Math for Humanists? (Week 10)

This week’s readings introduced the idea of topic modeling as a digital humanities tool. The concept of Latent Dirichlet Allocation (LDA), the primary example of topic modeling in the readings, is credited to David Blei, Andrew Ng, and Michael I. Jordan.

I felt that no one text provided a good definition of topic modeling. In “Words Alone: Dismantling Topic Models in the Humanities,” Benjamin Schmidt refers to topic models as “clustering algorithms that create groupings based on the distributional properties of words across documents.”

In the same edition of Journal of Digital Humanities, Andrew Goldstone and Ted Underwood call topic modeling a “technique that automatically identifies groups of words that tend to occur together in a large collection of documents.”

In Maryland Institute for Technology in the Humanities’ overview of topic modeling, they provide attributes of topic modeling projects as opposed to a concrete definition (their 5 elements of topic modeling projects are corpus, technique, unit of analysis, post processing, and visualization).

According to Schmidt, LDA was originally designed for data retrieval, not for exploring literary or historical corpora. And he expresses concern with the uncontextualized use of topic modeling in the digital humanities field.

He acknowledges that topics are easier to study than individual words when trying to understand a massive text corpora. However, he also expresses that “simplifying topic models for humanists who will not (and should not) study the underlying algorithms creates an enormous potential for groundless–or even misleading–insights.”
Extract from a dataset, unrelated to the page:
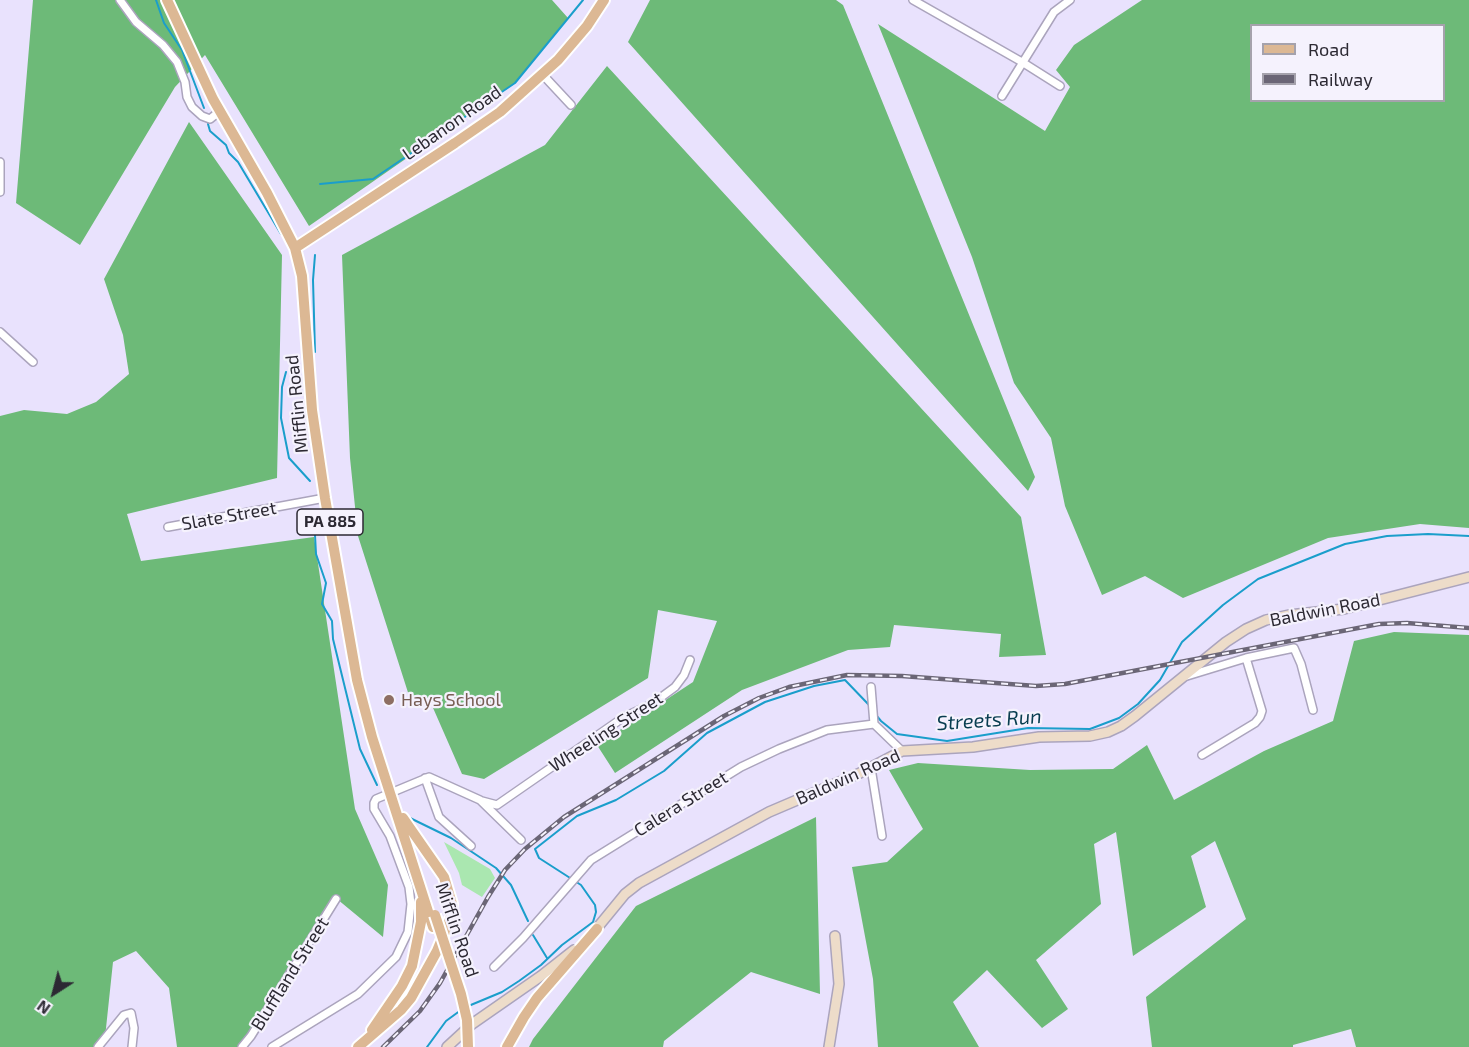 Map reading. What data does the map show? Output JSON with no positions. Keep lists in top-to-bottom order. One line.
{"streets":{"main road":["Lebanon Road","Mifflin Road","PA 885","Baldwin Road"],"street":["Slate Street","Wheeling Street","Calera Street","Bluffland Street"]},"crossings":[["Lebanon Road","Mifflin Road"],["Mifflin Road","Slate Street"]],"water":["Streets Run"],"places":["Hays School"],"legend":["Road","Railway"],"north":"bottom left"}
His concerns primarily stem from two assumptions that are made when using a topic modeling approach: 1) topics are coherent, and 2) topics are stable. Schmidt then proposes contextualizing the topics in the word usage/frequency of the documents.

Although Schmidt stays positive and realistic (he supports topic modeling; he just wants digital humanists to understand its limitations), the underlying point that I got from the reading is that perhaps that digital humanists are meddling in things they shouldn’t be (at least, not yet).

Schmidt hints that the people who can use topic modeling the most successfully are those who understand the algorithms, at least on a basic level. And this makes sense. That’s the reality for any tool.

This brought me back to the debates about whether or not digital humanists need to know how to code (I feel like I keep coming back to this topic). If we can’t agree that digital humanists need to know how to code, how can we agree or disagree that digital humanists need to be able to understand the algorithms of topic modeling?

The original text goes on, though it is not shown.